SSFC also heard a presentation from the CCTAP. This program provides financial assistance to student parents, as well as an on and off campus childcare network.
According to CCTAP director Cigdem Unal, this network is made up of three on-campus centers, six childcare network centers and 36 satellite-accredited family providers. They serve children from six weeks to six years old. On campus, there are 358 children under their care.
Their 2018-19 budget was $1,114,686, and their proposed budget for 2019-20 is $1,159,273. Unal discussed the importance of a strong childcare network for student parents, highlighting that childcare costs tend to only be second to tuition costs for student parents.

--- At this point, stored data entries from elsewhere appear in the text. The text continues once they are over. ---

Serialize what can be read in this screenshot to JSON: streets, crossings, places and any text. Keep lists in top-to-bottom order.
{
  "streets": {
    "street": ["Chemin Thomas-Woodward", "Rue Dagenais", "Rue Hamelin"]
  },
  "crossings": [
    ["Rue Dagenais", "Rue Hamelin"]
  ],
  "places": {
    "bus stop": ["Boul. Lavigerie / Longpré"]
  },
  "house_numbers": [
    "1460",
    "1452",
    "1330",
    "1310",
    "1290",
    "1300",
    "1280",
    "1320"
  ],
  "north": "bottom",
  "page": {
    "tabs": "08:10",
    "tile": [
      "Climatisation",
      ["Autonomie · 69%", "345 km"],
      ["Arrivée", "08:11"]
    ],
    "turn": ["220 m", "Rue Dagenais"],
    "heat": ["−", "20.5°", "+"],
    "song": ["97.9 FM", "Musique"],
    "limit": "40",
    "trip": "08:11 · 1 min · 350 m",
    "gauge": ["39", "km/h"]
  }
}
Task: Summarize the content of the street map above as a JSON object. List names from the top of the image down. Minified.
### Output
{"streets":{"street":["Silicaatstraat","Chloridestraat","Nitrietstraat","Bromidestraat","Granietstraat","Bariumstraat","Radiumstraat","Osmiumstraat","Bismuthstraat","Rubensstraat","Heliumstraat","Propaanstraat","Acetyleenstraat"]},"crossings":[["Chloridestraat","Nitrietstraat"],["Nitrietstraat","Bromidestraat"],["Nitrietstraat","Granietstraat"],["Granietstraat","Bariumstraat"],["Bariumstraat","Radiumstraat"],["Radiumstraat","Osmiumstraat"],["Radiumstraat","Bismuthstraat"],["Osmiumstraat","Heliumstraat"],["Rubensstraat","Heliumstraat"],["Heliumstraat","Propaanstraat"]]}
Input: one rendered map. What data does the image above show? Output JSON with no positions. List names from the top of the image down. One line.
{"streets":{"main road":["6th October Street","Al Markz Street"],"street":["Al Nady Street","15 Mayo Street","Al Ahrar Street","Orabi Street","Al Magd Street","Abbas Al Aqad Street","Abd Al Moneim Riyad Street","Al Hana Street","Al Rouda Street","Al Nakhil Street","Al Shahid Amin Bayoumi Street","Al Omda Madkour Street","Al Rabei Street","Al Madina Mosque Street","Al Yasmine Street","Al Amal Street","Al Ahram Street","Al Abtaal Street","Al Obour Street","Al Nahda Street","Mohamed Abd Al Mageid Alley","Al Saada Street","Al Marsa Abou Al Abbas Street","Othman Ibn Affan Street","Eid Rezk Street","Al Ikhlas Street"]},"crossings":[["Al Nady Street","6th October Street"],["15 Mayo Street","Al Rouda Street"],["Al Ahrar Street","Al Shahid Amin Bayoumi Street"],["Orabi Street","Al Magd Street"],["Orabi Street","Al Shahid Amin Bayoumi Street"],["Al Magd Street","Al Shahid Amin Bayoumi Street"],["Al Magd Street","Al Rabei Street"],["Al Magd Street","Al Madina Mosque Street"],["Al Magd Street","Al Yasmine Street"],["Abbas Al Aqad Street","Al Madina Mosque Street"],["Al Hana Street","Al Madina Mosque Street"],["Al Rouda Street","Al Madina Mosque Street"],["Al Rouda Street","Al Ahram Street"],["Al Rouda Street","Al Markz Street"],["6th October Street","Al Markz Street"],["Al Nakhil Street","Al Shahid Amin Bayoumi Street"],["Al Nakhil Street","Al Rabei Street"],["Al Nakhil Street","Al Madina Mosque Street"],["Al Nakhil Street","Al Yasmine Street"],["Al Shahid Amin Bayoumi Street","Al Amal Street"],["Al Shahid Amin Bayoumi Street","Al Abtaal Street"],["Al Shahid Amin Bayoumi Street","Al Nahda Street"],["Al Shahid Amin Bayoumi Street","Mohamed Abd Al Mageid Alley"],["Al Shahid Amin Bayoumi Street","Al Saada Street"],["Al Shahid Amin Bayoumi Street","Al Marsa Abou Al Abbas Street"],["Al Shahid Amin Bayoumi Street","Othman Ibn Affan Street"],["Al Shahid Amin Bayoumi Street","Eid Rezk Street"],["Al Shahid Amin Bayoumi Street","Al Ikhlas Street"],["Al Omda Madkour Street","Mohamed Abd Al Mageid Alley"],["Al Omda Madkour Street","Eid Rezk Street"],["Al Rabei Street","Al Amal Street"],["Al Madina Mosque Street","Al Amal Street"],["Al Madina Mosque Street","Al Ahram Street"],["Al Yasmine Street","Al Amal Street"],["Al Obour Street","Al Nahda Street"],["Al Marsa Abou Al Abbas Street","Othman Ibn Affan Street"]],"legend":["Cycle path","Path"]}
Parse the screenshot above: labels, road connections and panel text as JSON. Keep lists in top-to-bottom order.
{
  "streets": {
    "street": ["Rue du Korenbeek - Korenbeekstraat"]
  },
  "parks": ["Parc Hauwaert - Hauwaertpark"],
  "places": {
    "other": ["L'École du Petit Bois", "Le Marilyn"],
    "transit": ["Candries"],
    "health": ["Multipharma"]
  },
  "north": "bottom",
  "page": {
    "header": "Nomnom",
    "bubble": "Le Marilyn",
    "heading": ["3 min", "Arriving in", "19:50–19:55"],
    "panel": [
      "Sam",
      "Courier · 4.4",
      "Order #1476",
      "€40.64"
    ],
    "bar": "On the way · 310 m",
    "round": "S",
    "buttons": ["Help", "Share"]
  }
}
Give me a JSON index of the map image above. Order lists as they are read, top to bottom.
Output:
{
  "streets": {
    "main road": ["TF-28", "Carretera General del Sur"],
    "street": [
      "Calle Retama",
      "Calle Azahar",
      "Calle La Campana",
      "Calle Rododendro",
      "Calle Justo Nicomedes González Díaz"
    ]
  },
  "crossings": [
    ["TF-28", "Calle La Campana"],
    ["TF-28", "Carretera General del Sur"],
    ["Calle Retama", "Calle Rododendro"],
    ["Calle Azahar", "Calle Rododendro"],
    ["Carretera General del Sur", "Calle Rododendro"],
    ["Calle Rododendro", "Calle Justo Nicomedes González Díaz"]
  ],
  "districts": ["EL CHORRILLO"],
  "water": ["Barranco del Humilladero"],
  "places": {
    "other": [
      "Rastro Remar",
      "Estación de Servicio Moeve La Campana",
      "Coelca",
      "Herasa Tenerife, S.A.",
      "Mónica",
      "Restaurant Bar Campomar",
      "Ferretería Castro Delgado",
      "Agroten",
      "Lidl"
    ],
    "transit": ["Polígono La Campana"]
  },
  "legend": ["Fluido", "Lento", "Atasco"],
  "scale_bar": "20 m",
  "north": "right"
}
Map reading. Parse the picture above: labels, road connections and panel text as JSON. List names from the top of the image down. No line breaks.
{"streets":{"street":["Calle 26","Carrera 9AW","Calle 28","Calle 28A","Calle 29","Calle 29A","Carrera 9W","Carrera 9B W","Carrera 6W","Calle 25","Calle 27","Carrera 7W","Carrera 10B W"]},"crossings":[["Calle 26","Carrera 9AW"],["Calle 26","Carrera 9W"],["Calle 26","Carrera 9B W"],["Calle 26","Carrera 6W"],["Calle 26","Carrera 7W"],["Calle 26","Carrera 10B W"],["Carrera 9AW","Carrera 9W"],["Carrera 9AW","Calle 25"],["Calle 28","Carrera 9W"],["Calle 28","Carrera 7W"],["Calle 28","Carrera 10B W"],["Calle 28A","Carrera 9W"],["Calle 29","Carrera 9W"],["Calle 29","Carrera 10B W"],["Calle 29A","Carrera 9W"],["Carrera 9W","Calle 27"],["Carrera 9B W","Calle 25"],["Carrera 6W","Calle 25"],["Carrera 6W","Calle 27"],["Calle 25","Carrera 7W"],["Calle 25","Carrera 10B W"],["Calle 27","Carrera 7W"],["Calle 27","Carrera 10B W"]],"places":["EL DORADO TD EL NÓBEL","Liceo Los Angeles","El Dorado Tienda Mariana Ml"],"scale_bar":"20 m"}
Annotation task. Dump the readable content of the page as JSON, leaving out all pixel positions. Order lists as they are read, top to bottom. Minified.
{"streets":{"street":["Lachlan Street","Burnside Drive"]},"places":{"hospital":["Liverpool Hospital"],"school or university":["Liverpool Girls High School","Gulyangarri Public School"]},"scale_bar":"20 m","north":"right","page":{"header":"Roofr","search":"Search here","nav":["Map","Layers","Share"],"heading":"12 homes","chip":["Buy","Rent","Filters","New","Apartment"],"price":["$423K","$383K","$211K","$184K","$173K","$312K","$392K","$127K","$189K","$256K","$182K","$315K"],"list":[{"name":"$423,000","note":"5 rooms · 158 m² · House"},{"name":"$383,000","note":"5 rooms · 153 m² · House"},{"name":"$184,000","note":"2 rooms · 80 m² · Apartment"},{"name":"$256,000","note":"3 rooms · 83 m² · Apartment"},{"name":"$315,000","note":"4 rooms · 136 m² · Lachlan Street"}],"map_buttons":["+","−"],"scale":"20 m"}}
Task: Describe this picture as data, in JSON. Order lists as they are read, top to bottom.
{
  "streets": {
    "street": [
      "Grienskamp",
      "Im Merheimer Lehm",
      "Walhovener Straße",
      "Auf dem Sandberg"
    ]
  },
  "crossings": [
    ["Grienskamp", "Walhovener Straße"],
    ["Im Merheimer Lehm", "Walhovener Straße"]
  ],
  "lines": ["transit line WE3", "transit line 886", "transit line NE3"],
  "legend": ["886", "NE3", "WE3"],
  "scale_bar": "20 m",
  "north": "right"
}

Last fall, CCTAP served 191 families in fall 2018, and 237 students over the last year. According to Unal, UW is also a national model for collegiate childcare systems — while some colleges receive segregated fees for childcare, many others do not, and few have a model as comprehensive and expansive as UW’s.
“Thank you for supporting our student parents,” Unal said. “We wouldn’t be able to do it without you.”
At the end of the meeting, SSFC Chair Jeremy Swanson talked briefly about a conference he attended for members of student government at Big 10 schools called the Association of Big 10 Students Conference at Purdue.
He mentioned that UW stands out structurally. According to Swanson, very few colleges have an autonomous fiscal branch of their student government. While SSFC allocates around $52 million, the average for all other schools lies around $600,000.
“Most other [colleges] don’t have nearly as much student voice in what happens on campus,” Swanson said. “We have a lot of student power and student leadership. You should all be really proud of that.”